→ Instructions for the task
When the data below is printed, every line must match exactly and the images must be absent.

→ Exercise data
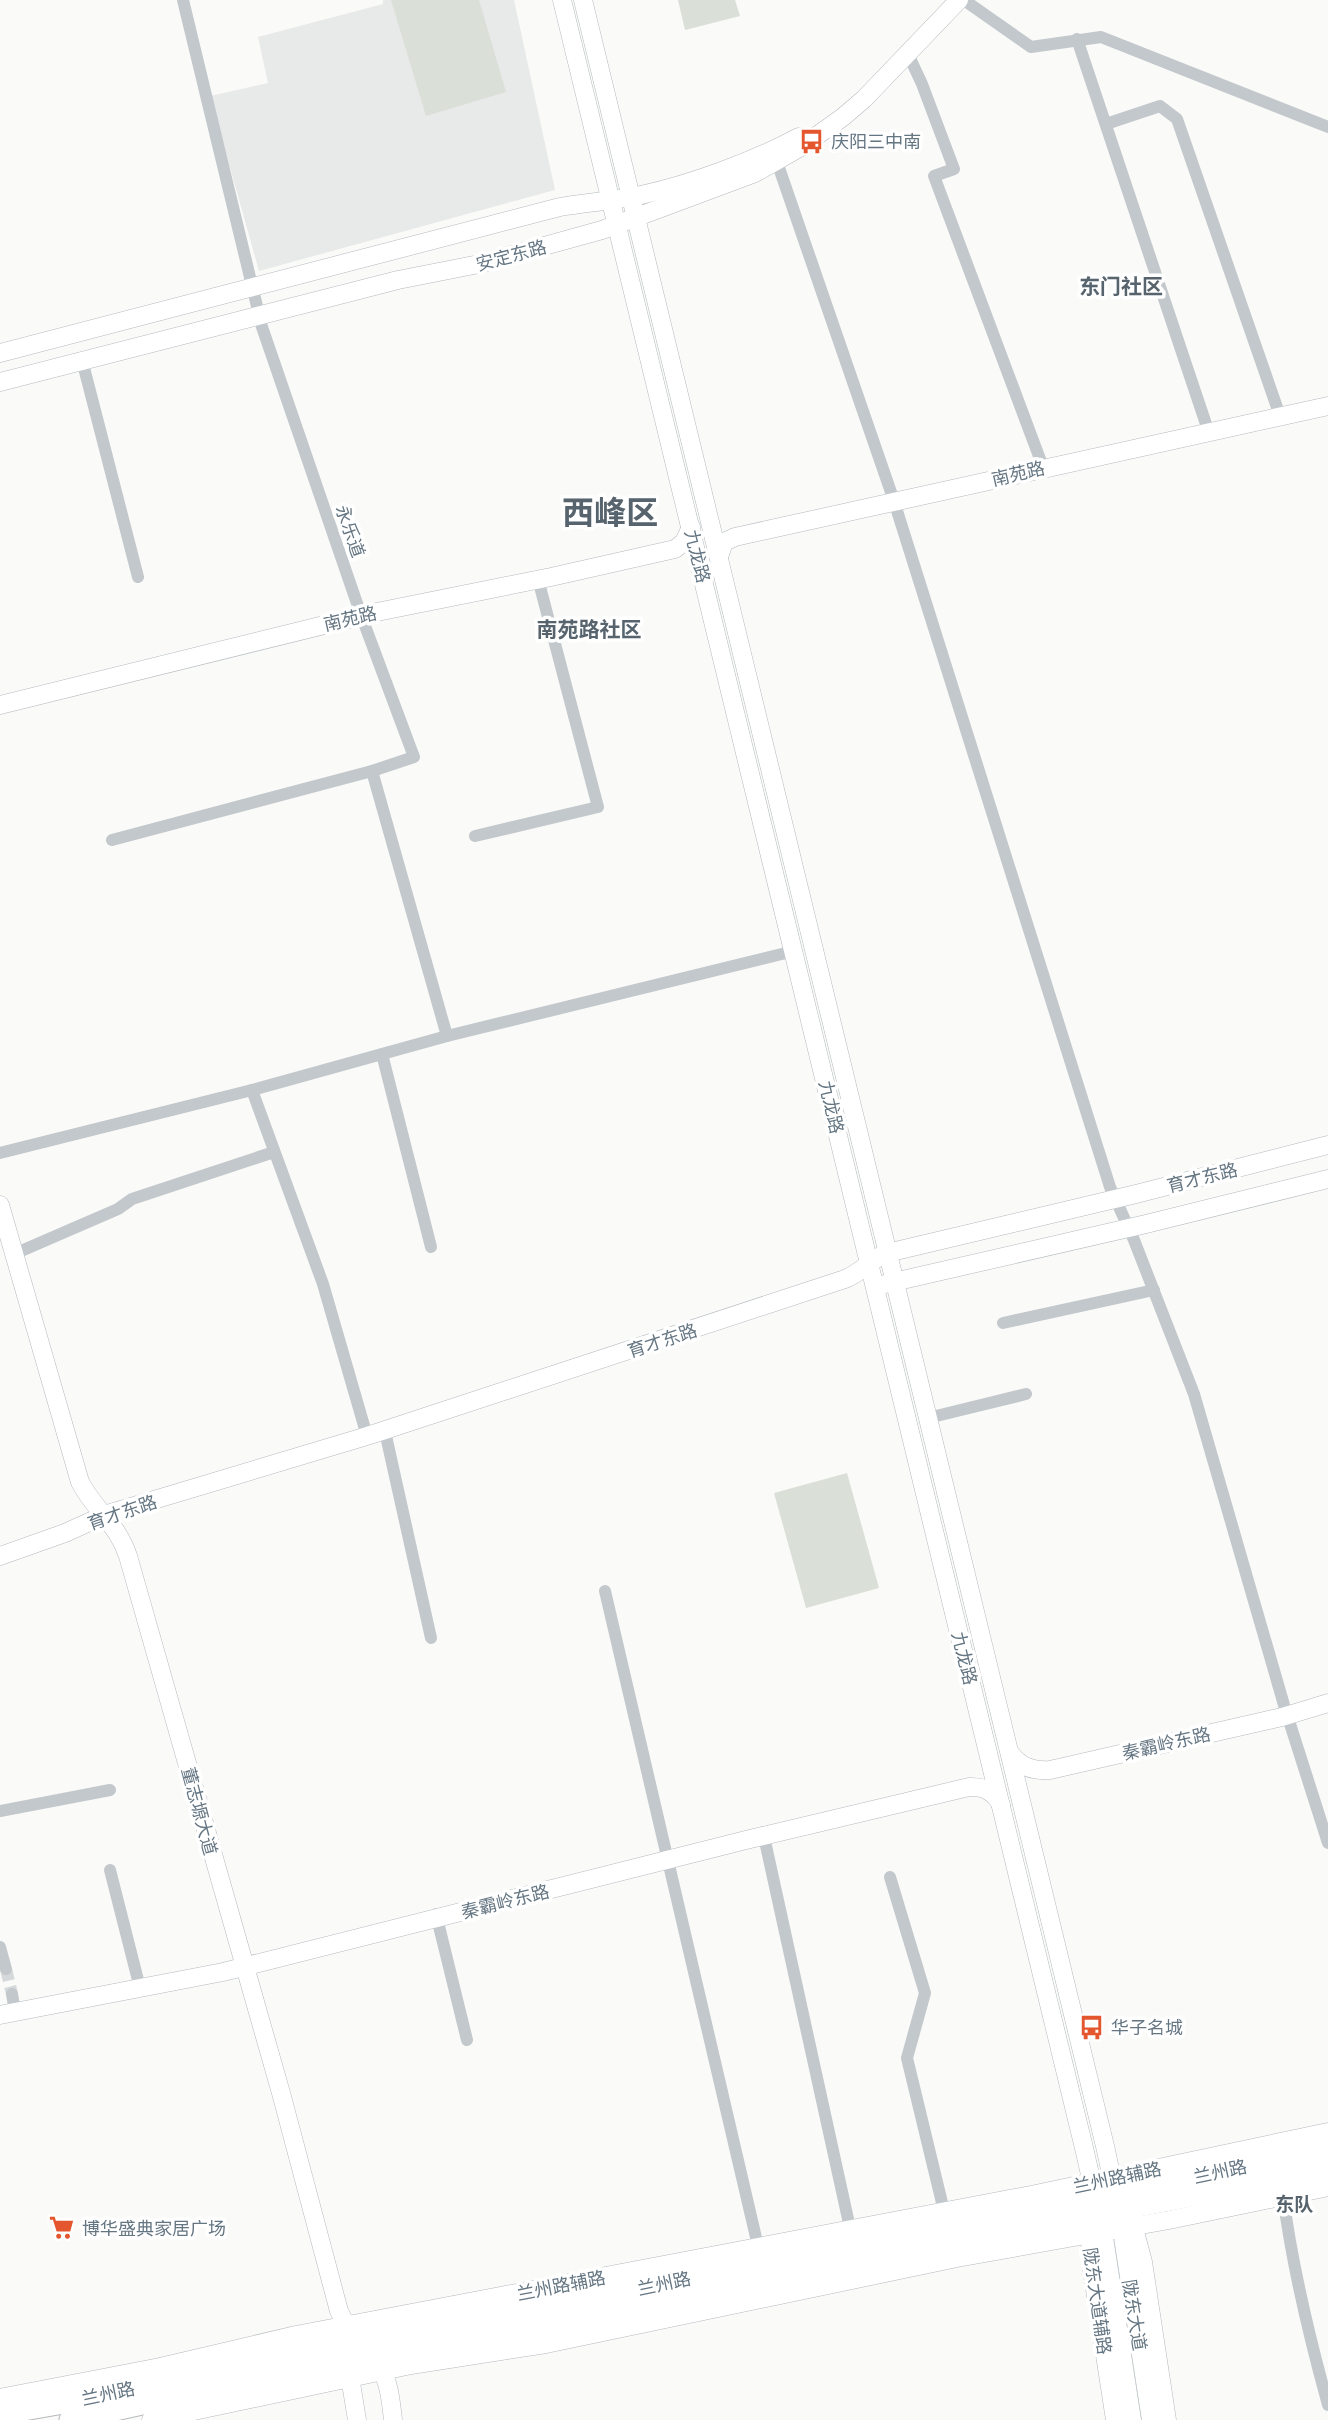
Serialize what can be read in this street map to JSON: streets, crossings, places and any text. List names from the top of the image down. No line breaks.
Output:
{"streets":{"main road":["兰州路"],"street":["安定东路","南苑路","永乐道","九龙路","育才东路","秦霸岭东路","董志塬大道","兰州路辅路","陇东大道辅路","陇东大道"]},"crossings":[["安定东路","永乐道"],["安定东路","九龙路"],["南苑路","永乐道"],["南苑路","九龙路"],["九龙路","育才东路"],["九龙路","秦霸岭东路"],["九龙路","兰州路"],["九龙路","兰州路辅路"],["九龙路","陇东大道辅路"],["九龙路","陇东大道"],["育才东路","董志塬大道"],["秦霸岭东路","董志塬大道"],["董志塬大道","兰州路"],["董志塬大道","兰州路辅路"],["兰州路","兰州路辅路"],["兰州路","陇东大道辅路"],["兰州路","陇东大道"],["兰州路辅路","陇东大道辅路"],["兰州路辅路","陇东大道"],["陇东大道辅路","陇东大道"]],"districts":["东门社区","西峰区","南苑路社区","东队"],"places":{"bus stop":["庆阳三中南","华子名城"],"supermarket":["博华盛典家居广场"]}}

→ Written answer
Serialize what can be read in this street map to JSON: streets, crossings, places and any text. List names from the top of the image down. No line breaks.
Output:
{"streets":{"main road":["兰州路"],"street":["安定东路","南苑路","永乐道","九龙路","育才东路","秦霸岭东路","董志塬大道","兰州路辅路","陇东大道辅路","陇东大道"]},"crossings":[["安定东路","永乐道"],["安定东路","九龙路"],["南苑路","永乐道"],["南苑路","九龙路"],["九龙路","育才东路"],["九龙路","秦霸岭东路"],["九龙路","兰州路"],["九龙路","兰州路辅路"],["九龙路","陇东大道辅路"],["九龙路","陇东大道"],["育才东路","董志塬大道"],["秦霸岭东路","董志塬大道"],["董志塬大道","兰州路"],["董志塬大道","兰州路辅路"],["兰州路","兰州路辅路"],["兰州路","陇东大道辅路"],["兰州路","陇东大道"],["兰州路辅路","陇东大道辅路"],["兰州路辅路","陇东大道"],["陇东大道辅路","陇东大道"]],"districts":["东门社区","西峰区","南苑路社区","东队"],"places":{"bus stop":["庆阳三中南","华子名城"],"supermarket":["博华盛典家居广场"]}}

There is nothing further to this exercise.